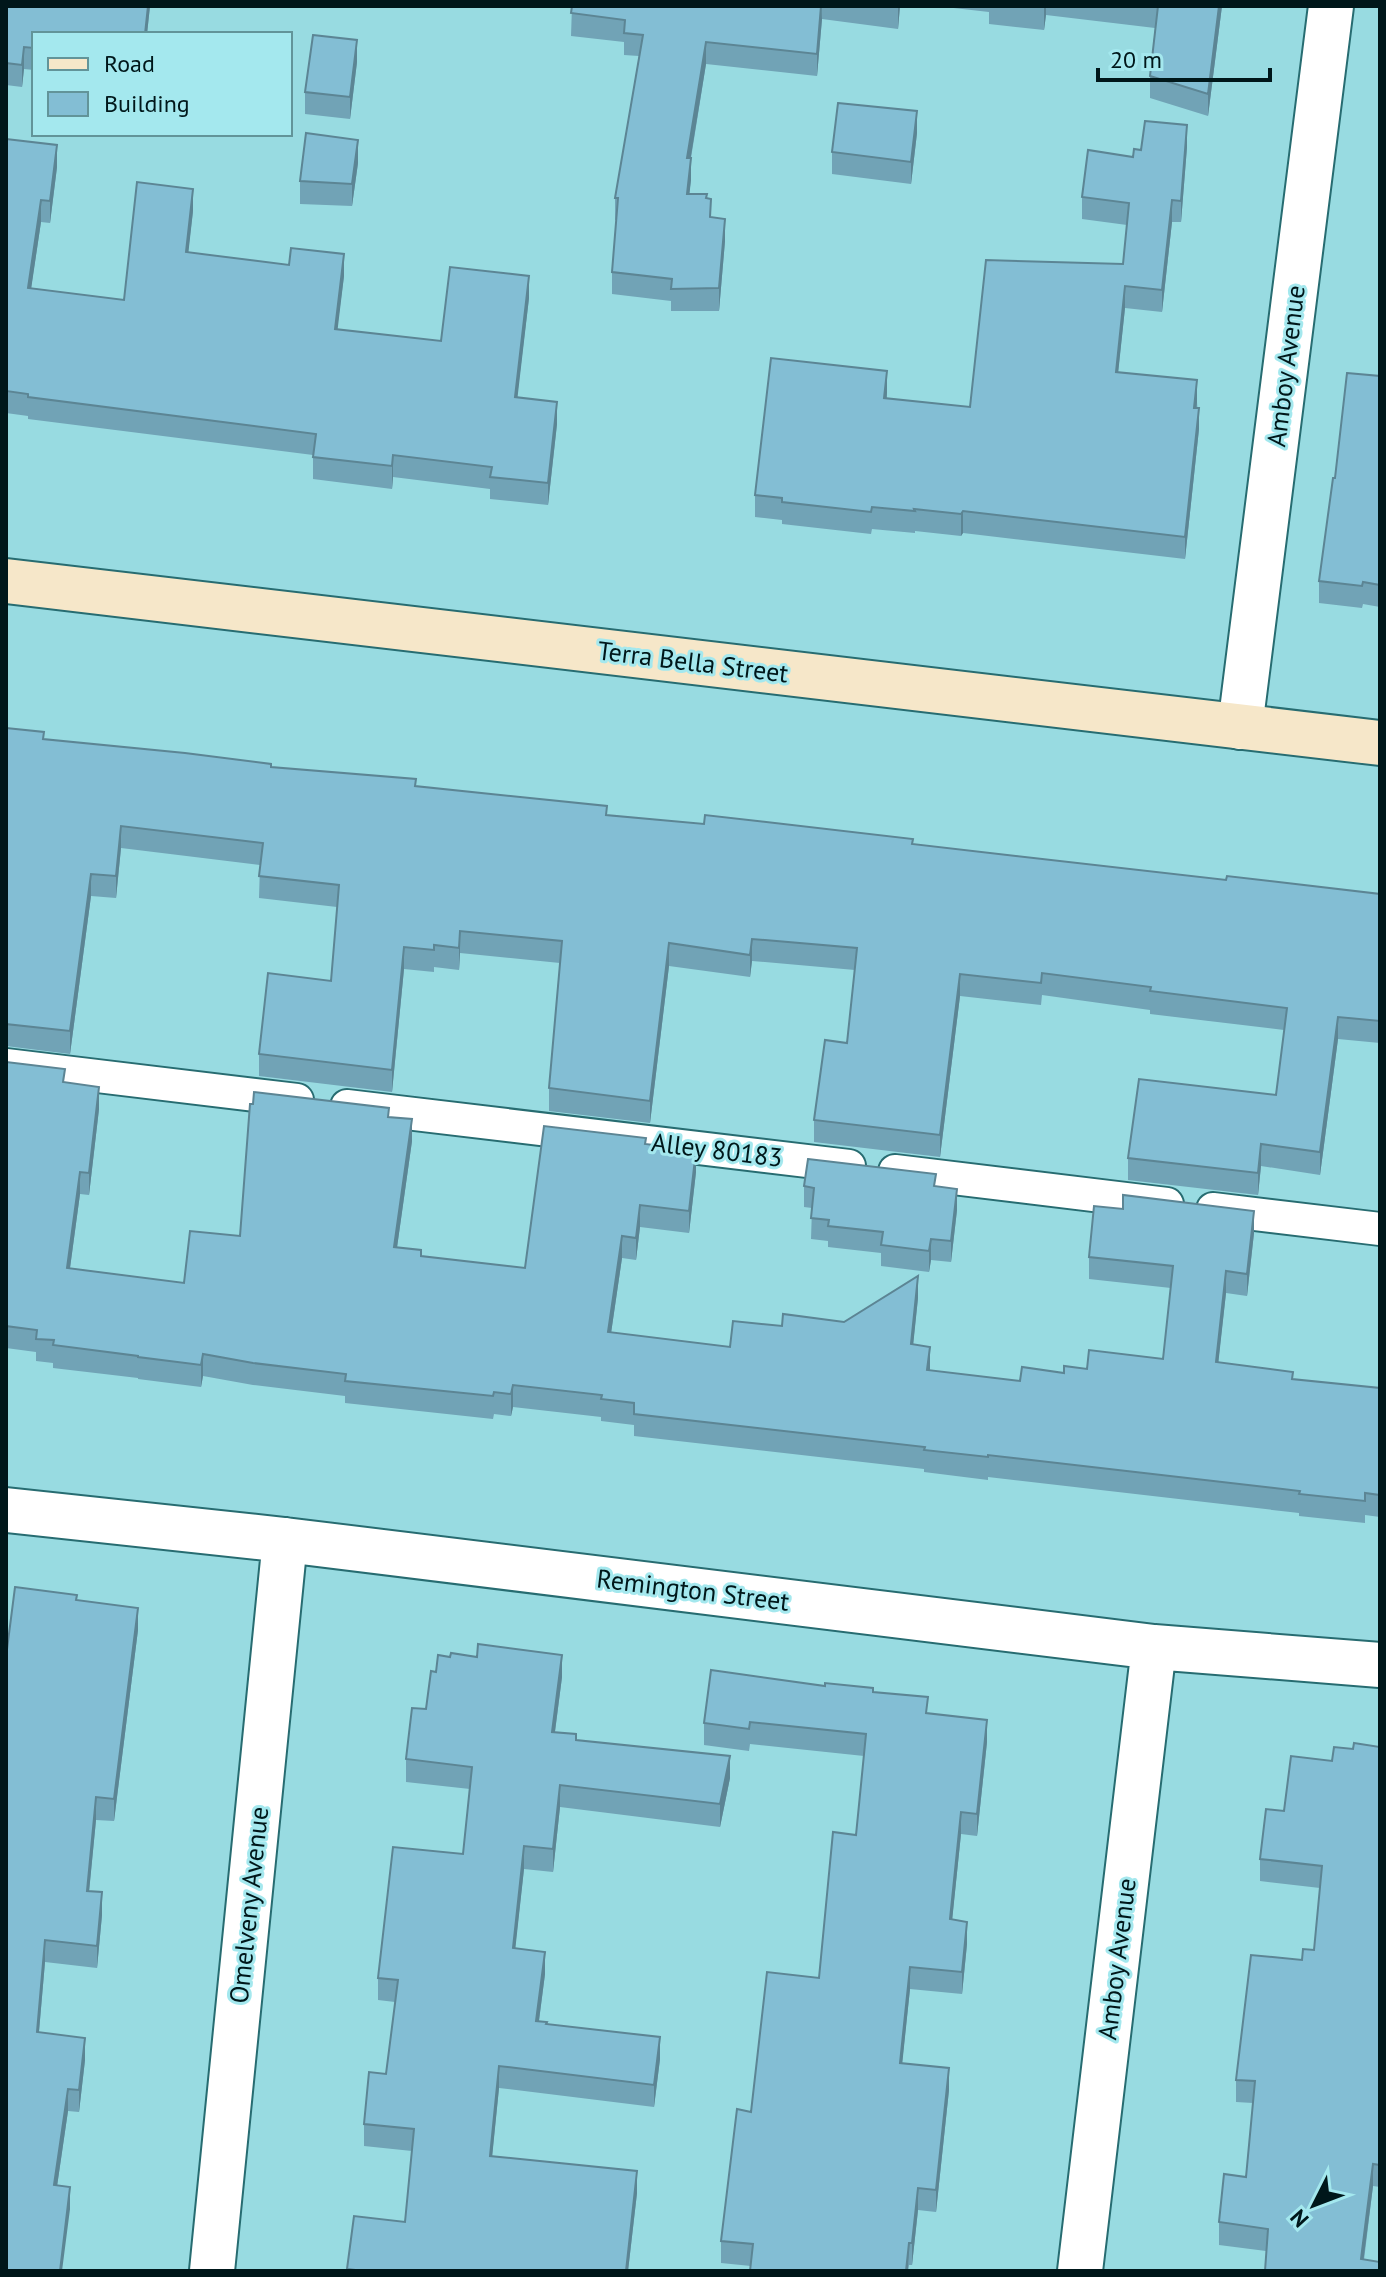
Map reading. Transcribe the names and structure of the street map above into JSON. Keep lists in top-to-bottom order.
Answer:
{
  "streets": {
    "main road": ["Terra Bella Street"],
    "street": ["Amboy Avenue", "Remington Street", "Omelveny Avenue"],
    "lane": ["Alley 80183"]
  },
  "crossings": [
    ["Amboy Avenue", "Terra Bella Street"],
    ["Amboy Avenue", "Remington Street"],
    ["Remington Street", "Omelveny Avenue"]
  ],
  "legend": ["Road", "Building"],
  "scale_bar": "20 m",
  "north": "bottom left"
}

* **Task to carry out**:
Reproduce all of the entries word for word, skipping any pictures they hold.

* **Task response**:
Map reading. Transcribe the names and structure of the street map above into JSON. Keep lists in top-to-bottom order.
Answer:
{
  "streets": {
    "main road": ["Terra Bella Street"],
    "street": ["Amboy Avenue", "Remington Street", "Omelveny Avenue"],
    "lane": ["Alley 80183"]
  },
  "crossings": [
    ["Amboy Avenue", "Terra Bella Street"],
    ["Amboy Avenue", "Remington Street"],
    ["Remington Street", "Omelveny Avenue"]
  ],
  "legend": ["Road", "Building"],
  "scale_bar": "20 m",
  "north": "bottom left"
}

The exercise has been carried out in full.